* [Work to be completed]: Each entry should be duplicated verbatim; its pictures should not be.
►
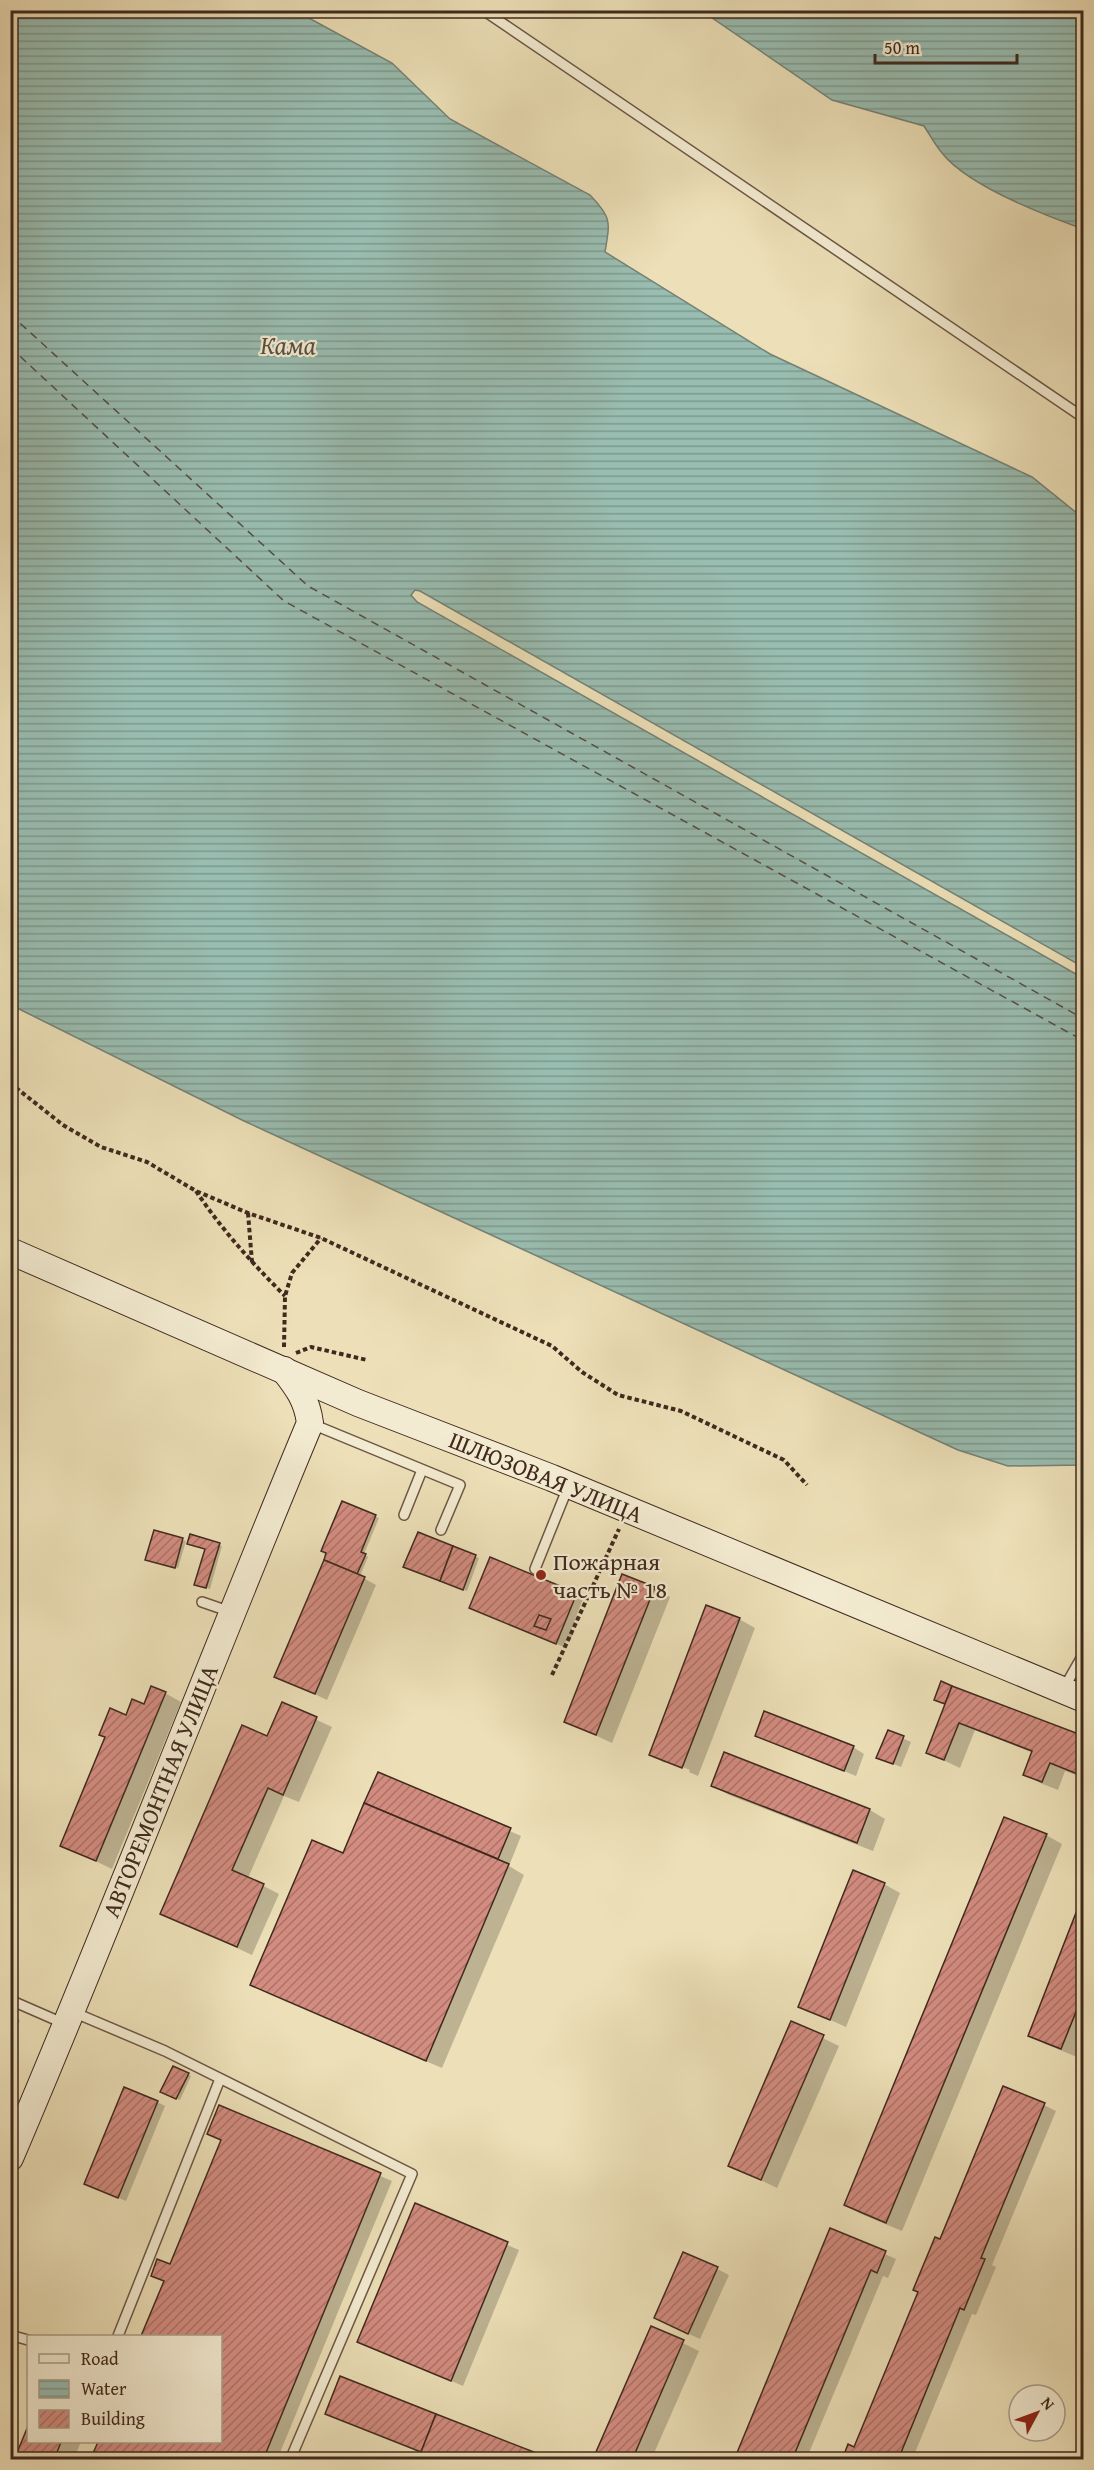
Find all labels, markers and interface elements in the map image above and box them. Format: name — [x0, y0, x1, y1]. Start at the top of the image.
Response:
scale bar — [875, 27, 1018, 65]
text: 50 m — [884, 34, 920, 61]
water label: Кама — [260, 325, 316, 364]
street label: ШЛЮЗОВАЯ УЛИЦА — [444, 1422, 649, 1532]
place label: Пожарная часть № 18 — [553, 1544, 667, 1607]
marker: Пожарная часть № 18 — [534, 1568, 548, 1582]
street label: АВТОРЕМОНТНАЯ УЛИЦА — [93, 1659, 227, 1923]
legend — [27, 2335, 222, 2443]
text: Road — [81, 2345, 119, 2372]
text: Water — [81, 2375, 127, 2402]
north arrow — [1007, 2383, 1067, 2443]
text: N — [1036, 2391, 1061, 2415]
text: Building — [81, 2405, 145, 2432]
◄
* [The completed task]:
Find all labels, markers and interface elements in the map image above and box them. Format: name — [x0, y0, x1, y1]. Start at the top of the image.
Response:
scale bar — [875, 27, 1018, 65]
text: 50 m — [884, 34, 920, 61]
water label: Кама — [260, 325, 316, 364]
street label: ШЛЮЗОВАЯ УЛИЦА — [444, 1422, 649, 1532]
place label: Пожарная часть № 18 — [553, 1544, 667, 1607]
marker: Пожарная часть № 18 — [534, 1568, 548, 1582]
street label: АВТОРЕМОНТНАЯ УЛИЦА — [93, 1659, 227, 1923]
legend — [27, 2335, 222, 2443]
text: Road — [81, 2345, 119, 2372]
text: Water — [81, 2375, 127, 2402]
north arrow — [1007, 2383, 1067, 2443]
text: N — [1036, 2391, 1061, 2415]
text: Building — [81, 2405, 145, 2432]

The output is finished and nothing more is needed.